Task item = Return the run of lines below that opens with the line containing "border:9px solid #d22;" and closes with the line containing "font-size:45px; font-weight:600; line-height:1.1", keeping each one exact.

Records excerpted from a collection
::::::::

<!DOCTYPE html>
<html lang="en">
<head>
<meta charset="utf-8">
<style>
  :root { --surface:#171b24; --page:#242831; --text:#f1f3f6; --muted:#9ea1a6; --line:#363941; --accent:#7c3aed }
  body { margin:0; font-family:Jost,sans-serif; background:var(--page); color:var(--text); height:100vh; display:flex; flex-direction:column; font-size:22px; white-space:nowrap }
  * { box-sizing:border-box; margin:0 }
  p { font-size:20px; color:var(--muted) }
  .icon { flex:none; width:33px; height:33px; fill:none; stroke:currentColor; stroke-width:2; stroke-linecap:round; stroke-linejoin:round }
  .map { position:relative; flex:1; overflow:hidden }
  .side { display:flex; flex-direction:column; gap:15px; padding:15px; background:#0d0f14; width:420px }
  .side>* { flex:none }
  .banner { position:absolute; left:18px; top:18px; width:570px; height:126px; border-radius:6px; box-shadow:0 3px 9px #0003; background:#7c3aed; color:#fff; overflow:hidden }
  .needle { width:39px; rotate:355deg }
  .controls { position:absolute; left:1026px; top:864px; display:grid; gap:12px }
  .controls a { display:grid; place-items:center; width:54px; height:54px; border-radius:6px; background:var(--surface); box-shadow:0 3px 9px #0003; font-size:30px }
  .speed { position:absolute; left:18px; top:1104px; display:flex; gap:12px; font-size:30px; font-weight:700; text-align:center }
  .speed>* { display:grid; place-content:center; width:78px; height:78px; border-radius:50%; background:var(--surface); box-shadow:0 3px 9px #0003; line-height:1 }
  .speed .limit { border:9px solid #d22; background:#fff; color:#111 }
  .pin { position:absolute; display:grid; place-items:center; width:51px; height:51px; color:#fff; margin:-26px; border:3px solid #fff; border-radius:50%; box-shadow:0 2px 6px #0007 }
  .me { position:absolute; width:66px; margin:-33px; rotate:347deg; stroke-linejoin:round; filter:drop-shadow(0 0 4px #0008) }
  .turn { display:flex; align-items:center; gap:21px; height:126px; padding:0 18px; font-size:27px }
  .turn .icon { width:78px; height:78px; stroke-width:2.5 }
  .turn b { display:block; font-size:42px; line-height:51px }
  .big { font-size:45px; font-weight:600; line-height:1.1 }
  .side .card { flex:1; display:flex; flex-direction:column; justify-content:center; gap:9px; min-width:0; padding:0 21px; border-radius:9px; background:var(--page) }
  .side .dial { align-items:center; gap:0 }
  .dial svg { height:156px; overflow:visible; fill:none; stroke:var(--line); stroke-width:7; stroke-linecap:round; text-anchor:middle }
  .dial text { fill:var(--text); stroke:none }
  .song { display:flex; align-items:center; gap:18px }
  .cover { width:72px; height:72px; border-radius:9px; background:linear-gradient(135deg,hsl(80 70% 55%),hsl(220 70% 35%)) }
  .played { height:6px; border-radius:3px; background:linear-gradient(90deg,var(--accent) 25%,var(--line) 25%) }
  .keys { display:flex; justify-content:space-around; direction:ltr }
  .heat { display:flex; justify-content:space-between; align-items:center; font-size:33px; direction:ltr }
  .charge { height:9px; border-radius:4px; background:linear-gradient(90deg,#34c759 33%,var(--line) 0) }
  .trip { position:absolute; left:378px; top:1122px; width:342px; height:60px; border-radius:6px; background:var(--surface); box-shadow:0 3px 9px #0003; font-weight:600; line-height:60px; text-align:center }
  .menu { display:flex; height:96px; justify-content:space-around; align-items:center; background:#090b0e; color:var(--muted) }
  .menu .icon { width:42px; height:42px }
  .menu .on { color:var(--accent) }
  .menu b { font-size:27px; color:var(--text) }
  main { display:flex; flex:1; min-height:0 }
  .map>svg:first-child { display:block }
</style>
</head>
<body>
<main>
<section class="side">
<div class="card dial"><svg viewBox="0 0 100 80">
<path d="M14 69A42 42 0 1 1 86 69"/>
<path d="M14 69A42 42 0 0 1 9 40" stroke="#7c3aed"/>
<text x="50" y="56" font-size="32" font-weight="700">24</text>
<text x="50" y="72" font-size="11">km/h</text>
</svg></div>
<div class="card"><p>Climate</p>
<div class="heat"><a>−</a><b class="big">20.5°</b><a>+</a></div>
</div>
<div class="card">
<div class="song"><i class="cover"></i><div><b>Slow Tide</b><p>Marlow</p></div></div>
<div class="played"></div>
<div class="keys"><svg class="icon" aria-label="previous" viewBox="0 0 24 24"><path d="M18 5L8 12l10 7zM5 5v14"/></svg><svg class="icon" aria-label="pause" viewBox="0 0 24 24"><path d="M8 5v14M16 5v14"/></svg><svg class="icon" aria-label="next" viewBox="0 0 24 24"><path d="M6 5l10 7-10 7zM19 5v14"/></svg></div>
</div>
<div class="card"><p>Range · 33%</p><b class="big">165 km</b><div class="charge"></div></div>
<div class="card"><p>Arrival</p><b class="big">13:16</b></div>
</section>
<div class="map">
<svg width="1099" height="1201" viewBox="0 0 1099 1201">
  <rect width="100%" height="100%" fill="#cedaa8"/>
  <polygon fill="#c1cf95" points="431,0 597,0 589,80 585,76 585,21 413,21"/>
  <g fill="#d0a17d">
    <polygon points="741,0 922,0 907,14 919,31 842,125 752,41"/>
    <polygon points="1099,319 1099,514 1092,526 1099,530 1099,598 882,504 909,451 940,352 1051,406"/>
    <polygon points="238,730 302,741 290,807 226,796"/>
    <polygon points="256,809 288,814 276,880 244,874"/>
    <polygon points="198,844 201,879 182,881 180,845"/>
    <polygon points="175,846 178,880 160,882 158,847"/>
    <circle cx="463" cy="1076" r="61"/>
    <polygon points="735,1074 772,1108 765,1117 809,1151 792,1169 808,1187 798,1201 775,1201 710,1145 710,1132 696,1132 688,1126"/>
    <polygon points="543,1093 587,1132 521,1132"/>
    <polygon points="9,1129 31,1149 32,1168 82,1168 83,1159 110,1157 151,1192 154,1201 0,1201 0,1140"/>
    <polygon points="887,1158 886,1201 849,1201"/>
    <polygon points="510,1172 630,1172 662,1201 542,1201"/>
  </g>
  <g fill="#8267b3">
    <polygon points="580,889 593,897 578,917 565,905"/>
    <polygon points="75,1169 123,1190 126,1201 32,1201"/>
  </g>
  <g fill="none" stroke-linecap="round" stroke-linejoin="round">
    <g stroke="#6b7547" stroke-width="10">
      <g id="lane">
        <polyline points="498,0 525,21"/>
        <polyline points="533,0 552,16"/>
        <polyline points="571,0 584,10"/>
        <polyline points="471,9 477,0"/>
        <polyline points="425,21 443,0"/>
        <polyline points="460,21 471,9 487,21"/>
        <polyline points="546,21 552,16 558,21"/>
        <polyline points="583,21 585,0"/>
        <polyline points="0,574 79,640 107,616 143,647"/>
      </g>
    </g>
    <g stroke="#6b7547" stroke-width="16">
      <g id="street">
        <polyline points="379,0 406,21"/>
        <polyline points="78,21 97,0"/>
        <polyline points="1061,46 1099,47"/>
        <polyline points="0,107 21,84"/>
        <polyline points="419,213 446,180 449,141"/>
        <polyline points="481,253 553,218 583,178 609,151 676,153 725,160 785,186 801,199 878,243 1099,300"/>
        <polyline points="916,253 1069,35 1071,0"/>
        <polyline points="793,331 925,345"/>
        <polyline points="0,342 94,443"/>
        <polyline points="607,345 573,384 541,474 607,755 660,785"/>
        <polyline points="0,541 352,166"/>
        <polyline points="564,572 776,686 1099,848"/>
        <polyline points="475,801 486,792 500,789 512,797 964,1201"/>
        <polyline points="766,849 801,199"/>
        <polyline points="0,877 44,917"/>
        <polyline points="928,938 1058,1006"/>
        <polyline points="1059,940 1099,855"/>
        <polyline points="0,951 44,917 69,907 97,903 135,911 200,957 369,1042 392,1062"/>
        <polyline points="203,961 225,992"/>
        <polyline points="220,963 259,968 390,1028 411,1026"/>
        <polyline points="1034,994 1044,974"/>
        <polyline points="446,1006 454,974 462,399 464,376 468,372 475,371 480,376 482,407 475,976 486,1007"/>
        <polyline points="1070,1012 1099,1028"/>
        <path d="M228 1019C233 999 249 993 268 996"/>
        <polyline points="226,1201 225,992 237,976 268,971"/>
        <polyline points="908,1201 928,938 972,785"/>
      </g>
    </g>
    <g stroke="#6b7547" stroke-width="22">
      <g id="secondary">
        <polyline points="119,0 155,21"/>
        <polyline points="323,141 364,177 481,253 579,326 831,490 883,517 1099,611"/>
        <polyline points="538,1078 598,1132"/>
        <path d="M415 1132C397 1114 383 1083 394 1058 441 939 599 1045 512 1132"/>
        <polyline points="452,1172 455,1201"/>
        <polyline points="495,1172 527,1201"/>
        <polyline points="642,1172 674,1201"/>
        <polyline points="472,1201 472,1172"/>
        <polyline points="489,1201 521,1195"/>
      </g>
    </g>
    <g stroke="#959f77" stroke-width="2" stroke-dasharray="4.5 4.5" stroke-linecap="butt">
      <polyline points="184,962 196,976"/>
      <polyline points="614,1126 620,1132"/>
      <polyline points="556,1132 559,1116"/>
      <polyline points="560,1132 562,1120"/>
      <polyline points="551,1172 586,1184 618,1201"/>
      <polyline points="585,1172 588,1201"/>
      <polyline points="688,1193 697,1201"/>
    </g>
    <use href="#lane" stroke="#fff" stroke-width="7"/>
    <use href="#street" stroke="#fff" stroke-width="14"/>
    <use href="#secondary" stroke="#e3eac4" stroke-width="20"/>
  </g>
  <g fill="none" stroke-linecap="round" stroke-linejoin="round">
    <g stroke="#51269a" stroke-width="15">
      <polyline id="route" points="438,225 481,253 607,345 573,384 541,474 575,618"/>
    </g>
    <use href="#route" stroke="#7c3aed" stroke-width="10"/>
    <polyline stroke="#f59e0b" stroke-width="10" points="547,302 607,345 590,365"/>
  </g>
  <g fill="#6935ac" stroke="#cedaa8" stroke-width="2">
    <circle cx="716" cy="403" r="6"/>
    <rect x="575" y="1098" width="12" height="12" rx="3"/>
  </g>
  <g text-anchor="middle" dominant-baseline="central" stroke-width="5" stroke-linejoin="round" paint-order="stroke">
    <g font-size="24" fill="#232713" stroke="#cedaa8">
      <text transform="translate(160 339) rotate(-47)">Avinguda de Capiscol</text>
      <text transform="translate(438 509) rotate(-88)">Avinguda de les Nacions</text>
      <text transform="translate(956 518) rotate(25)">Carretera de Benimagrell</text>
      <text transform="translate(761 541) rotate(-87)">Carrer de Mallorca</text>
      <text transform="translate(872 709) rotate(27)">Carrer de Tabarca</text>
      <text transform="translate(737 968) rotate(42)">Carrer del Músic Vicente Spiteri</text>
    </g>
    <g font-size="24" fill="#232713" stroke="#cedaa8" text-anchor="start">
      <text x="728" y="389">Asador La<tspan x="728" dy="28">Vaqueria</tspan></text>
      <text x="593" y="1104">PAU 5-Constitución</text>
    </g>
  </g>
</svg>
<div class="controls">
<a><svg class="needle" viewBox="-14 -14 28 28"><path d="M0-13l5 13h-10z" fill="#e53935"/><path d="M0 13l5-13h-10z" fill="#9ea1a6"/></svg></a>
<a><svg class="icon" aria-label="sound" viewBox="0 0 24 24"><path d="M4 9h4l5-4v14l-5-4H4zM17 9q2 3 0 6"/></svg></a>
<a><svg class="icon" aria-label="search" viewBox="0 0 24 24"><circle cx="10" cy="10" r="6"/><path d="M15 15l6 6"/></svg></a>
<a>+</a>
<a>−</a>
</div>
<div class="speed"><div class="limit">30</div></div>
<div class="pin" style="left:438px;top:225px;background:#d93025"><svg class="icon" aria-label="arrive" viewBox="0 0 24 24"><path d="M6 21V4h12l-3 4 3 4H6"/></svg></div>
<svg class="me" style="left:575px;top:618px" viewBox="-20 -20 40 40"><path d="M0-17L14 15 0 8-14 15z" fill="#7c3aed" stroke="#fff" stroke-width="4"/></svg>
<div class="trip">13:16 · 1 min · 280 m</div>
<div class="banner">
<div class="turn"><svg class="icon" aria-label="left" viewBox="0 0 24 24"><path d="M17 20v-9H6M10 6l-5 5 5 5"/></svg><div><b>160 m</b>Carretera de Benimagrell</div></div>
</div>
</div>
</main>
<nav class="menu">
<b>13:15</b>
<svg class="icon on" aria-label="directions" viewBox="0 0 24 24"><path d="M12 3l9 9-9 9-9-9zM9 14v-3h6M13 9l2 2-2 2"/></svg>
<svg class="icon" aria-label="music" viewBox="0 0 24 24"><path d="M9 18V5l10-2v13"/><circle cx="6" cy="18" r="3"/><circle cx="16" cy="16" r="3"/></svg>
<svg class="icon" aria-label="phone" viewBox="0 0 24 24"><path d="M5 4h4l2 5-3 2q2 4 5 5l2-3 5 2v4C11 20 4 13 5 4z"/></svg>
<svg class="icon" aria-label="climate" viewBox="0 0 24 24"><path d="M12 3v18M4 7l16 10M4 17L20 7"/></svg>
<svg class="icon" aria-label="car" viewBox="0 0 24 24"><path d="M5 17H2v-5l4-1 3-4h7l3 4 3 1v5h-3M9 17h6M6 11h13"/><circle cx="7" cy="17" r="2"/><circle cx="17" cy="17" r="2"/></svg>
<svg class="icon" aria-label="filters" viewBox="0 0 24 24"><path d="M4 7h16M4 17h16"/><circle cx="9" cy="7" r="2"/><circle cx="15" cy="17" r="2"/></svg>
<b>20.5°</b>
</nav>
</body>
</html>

::::::::

Answer box =
  .speed .limit { border:9px solid #d22; background:#fff; color:#111 }
  .pin { position:absolute; display:grid; place-items:center; width:51px; height:51px; color:#fff; margin:-26px; border:3px solid #fff; border-radius:50%; box-shadow:0 2px 6px #0007 }
  .me { position:absolute; width:66px; margin:-33px; rotate:347deg; stroke-linejoin:round; filter:drop-shadow(0 0 4px #0008) }
  .turn { display:flex; align-items:center; gap:21px; height:126px; padding:0 18px; font-size:27px }
  .turn .icon { width:78px; height:78px; stroke-width:2.5 }
  .turn b { display:block; font-size:42px; line-height:51px }
  .big { font-size:45px; font-weight:600; line-height:1.1 }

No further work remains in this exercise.